> **Work to be completed**
Print exactly the line with "3l9 9-9 9-9-9zM9" and every line after it, through the final line of the material below.

> **Data extract**
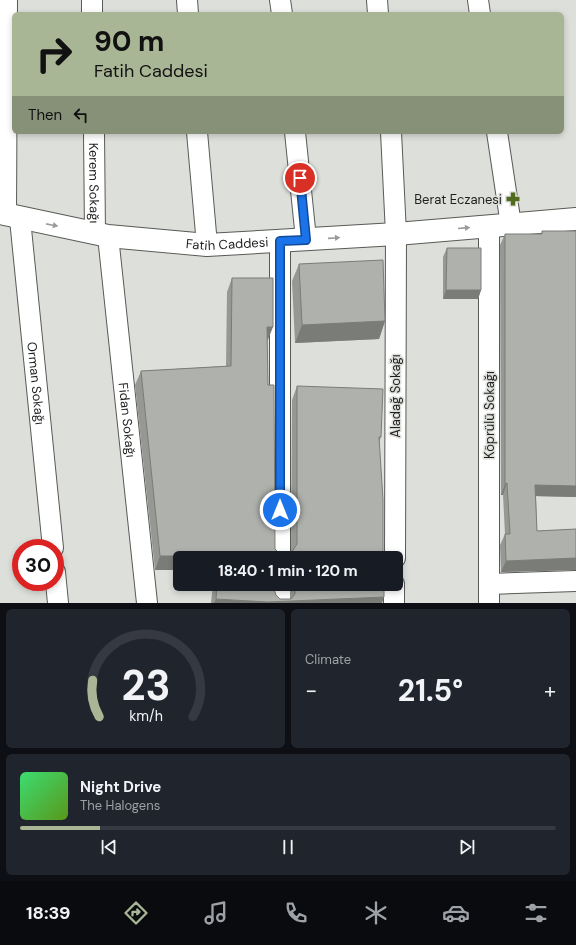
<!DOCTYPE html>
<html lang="en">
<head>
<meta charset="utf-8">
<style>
	body { margin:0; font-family:"DM Sans",sans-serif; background:#20242c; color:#f1f3f6; height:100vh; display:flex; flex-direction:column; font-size:15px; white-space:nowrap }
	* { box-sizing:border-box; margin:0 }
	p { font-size:13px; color:#9ea1a6 }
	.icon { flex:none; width:22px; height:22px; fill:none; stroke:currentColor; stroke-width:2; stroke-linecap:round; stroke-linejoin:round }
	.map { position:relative; height:603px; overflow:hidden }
	.drawer { display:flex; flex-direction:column; gap:6px; padding:6px; background:#0d0f14; flex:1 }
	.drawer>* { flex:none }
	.banner { position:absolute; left:12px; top:12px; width:552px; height:122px; border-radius:6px; box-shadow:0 2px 6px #0003; background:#a9b695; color:#111; overflow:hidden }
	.speed { position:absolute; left:12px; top:539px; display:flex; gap:8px; font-size:20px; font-weight:700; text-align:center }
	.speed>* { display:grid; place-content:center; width:52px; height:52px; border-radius:50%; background:#171b24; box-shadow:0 2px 6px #0003; line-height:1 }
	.speed .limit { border:6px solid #d22; background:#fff; color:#111 }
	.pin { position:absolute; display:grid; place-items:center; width:34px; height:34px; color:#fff; margin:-17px; border:2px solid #fff; border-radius:50%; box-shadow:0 1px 4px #0007 }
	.me { position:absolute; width:44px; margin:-22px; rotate:0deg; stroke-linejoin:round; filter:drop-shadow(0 0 3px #0008) }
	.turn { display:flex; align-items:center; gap:14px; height:84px; padding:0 16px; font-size:18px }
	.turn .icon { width:52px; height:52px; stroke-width:2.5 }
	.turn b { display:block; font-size:28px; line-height:34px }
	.then { display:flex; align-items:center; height:38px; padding:0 16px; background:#0003; gap:8px; font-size:15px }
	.big { font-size:30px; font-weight:700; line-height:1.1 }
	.drawer .card { flex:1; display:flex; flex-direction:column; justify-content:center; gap:6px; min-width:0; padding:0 14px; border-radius:6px; background:#20242c }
	.drawer .dial { align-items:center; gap:0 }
	.dial svg { height:104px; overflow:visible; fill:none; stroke:#363941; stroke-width:7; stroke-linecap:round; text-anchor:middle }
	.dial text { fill:#f1f3f6; stroke:none }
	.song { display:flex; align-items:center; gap:12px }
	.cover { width:48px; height:48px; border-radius:6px; background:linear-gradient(135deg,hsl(140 70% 55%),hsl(90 70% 35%)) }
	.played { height:4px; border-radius:2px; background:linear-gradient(90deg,#a9b695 15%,#363941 15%) }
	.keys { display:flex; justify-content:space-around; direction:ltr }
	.heat { display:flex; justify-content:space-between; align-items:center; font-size:22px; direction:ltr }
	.drawer .tiles { flex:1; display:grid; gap:6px; grid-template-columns:1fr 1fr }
	.card:last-child { grid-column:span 2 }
	.trip { position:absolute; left:173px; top:551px; width:230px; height:40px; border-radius:6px; background:#171b24; box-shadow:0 2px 6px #0003; font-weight:700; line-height:40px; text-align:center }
	.tabs { display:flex; height:64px; justify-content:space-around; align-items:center; background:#090b0e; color:#9ea1a6 }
	.tabs .icon { width:28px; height:28px }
	.tabs .selected { color:#a9b695 }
	.tabs b { font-size:18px; color:#f1f3f6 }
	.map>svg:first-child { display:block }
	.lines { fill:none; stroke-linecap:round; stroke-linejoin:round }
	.minor-casing { stroke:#585a55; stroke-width:22 }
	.secondary-casing { stroke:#585a55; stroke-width:24 }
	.minor { stroke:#fff; stroke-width:20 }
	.secondary { stroke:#fff; stroke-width:22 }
	.wall { fill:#969894 }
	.shaded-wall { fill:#7a7c78 }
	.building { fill:#afb1ac; stroke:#7a7c78 }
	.oneway { fill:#9a9b9a }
	.route-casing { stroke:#114b97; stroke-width:10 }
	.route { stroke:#1a73e8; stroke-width:7 }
	.labels { text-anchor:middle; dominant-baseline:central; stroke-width:3; stroke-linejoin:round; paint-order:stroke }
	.street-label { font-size:13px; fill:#1f201e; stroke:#dddfda }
	.poi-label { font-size:13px; fill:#1f201e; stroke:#dddfda; text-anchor:end }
</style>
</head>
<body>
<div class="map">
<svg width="576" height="603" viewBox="0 0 576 603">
	<rect width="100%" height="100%" fill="#dddfda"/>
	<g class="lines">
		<g class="minor-casing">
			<g id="minor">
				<polyline points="92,0 92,14"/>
				<polyline points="187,0 188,14"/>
				<polyline points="280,0 282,14"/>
				<polyline points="377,0 378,14"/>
				<polyline points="478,0 480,14"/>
				<path id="s1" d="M 94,132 L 95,234"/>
				<polyline points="197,132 207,245"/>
				<polyline points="295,132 306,239"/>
				<polyline points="391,132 396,234 395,558"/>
				<polyline points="497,132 511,225"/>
				<polyline points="6,215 7,0"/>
				<path id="s2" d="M 20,219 L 53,548"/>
				<path id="s3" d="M 108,236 L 147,603"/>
				<polyline points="280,241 280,558"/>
				<polyline points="55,572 58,603"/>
				<polyline points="280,584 280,603"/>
				<polyline points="489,584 576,581"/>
				<polyline points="394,603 394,584"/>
				<polyline points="489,603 489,226"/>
			</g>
		</g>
		<g class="secondary-casing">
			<g id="secondary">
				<path id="s4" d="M 0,213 L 108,236 L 207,245 L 396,234 L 576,219"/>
			</g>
		</g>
		<use href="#minor" class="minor"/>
		<use href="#secondary" class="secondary"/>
	</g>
	<g class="wall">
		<polygon points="542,231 576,231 576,497 536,496 537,531 576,529 576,570 501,572 500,545 505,534 503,495 501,495 500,245 505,234 541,234"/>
		<polygon points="447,248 481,290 478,299 443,299 443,257"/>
		<polygon points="299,264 385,321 379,339 295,343 292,281"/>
		<polygon points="232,278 267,342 268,385 275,549 280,554 286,555 291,553 292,400 297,386 381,437 379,443 383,558 180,558 180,570 155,570 135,385 141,371 226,366 227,292"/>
		<polygon points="213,584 274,584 274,589 276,595 280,599 290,599 290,584 384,584 382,603 211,603"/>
	</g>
	<g class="shaded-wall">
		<polygon points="446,290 481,290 478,299 443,299"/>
		<polygon points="385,321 379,339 295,343 302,325"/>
		<polygon points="267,327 273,327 267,342 262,342"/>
		<polygon points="507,483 503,495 501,495 505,484"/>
		<polygon points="535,485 576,486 576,497 531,496"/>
		<polygon points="160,556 219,556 218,558 180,558 180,570 155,570"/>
		<polygon points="576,558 576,570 501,572 506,561"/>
		<polygon points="384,597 382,603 214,603 216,599 268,602"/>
	</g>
	<g class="building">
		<polygon points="542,231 576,231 576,486 535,485 537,531 576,529 576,558 506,561 505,534 510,534 507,483 505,484 505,234 542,234"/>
		<polygon points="447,248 481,248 481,290 446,290"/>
		<polygon points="383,260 385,321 302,325 299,264"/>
		<polygon points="232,278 273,278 273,327 267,327 268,385 274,385 275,549 280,554 286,555 291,553 297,544 297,386 383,389 381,437 379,437 383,500 383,558 219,558 219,556 160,556 141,371 231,366"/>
		<polygon points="217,584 274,584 274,589 276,595 280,599 291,599 295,594 295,584 384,584 384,597 268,602 216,599"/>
	</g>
	<defs><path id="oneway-solid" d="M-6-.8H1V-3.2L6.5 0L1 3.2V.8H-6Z"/></defs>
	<g class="oneway">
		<use href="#oneway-solid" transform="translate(52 225) rotate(11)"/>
		<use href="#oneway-solid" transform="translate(464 228) rotate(-5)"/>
		<use href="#oneway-solid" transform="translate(334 238) rotate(-4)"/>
	</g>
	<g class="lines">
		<g class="route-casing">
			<polyline id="route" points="280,510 280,241 306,240 300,178"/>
		</g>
		<use href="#route" class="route"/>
	</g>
	<defs>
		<g id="pharmacy-bare" transform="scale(1.08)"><path d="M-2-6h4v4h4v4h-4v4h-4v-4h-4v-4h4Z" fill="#506b1e" stroke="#dddfda" stroke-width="2.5" paint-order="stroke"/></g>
	</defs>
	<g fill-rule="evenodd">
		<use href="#pharmacy-bare" x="513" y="199"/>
	</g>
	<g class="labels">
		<g class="street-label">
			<text stroke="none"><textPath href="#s1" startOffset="51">Kerem Sokağı</textPath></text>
			<text stroke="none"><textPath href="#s4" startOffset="230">Fatih Caddesi</textPath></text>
			<text stroke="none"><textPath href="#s2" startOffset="165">Orman Sokağı</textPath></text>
			<text transform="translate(395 396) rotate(-90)">Aladağ Sokağı</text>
			<text transform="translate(489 415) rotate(-90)">Köprülü Sokağı</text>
			<text stroke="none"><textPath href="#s3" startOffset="185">Fidan Sokağı</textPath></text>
		</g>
		<g class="poi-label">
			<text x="502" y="199">Berat Eczanesi</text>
		</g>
	</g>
</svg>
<div class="speed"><div class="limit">30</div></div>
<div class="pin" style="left:300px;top:178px;background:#d93025"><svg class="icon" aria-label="arrive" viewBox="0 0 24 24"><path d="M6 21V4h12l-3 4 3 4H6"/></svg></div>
<svg class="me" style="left:280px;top:510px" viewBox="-20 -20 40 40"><circle r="17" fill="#1a73e8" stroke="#fff" stroke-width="3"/><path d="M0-11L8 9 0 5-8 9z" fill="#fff"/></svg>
<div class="trip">18:40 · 1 min · 120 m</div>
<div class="banner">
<div class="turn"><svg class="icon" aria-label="right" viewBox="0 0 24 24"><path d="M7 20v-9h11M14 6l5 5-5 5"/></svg><div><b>90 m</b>Fatih Caddesi</div></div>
<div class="then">Then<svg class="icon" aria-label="left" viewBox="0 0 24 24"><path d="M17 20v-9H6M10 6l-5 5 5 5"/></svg></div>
</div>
</div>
<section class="drawer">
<div class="tiles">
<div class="card dial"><svg viewBox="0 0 100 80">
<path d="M14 69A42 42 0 1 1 86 69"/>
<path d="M14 69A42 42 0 0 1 9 41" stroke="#a9b695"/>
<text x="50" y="56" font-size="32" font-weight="700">23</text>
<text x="50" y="72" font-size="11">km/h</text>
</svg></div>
<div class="card"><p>Climate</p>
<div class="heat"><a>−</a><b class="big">21.5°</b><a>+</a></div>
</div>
<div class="card">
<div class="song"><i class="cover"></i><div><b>Night Drive</b><p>The Halogens</p></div></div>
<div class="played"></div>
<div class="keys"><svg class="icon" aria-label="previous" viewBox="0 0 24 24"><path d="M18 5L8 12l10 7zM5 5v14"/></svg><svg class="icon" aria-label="pause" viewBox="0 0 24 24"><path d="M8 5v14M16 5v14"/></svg><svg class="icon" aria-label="next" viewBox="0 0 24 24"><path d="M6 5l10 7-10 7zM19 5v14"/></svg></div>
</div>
</div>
</section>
<nav class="tabs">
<b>18:39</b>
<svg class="icon selected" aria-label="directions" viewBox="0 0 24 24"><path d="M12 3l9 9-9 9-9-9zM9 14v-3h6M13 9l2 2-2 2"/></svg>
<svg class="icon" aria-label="music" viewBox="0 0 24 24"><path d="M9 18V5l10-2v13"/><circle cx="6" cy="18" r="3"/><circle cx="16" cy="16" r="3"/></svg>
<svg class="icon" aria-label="phone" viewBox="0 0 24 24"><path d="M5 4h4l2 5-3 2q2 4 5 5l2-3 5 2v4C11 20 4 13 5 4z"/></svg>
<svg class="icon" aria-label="climate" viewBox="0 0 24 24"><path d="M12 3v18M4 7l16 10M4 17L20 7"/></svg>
<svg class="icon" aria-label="car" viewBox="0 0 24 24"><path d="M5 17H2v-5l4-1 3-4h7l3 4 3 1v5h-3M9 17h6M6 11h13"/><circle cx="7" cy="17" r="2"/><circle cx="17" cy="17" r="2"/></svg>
<svg class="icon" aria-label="filters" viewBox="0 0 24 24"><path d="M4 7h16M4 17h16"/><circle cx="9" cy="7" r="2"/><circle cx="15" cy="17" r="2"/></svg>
</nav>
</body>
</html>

> **Result**
<svg class="icon selected" aria-label="directions" viewBox="0 0 24 24"><path d="M12 3l9 9-9 9-9-9zM9 14v-3h6M13 9l2 2-2 2"/></svg>
<svg class="icon" aria-label="music" viewBox="0 0 24 24"><path d="M9 18V5l10-2v13"/><circle cx="6" cy="18" r="3"/><circle cx="16" cy="16" r="3"/></svg>
<svg class="icon" aria-label="phone" viewBox="0 0 24 24"><path d="M5 4h4l2 5-3 2q2 4 5 5l2-3 5 2v4C11 20 4 13 5 4z"/></svg>
<svg class="icon" aria-label="climate" viewBox="0 0 24 24"><path d="M12 3v18M4 7l16 10M4 17L20 7"/></svg>
<svg class="icon" aria-label="car" viewBox="0 0 24 24"><path d="M5 17H2v-5l4-1 3-4h7l3 4 3 1v5h-3M9 17h6M6 11h13"/><circle cx="7" cy="17" r="2"/><circle cx="17" cy="17" r="2"/></svg>
<svg class="icon" aria-label="filters" viewBox="0 0 24 24"><path d="M4 7h16M4 17h16"/><circle cx="9" cy="7" r="2"/><circle cx="15" cy="17" r="2"/></svg>
</nav>
</body>
</html>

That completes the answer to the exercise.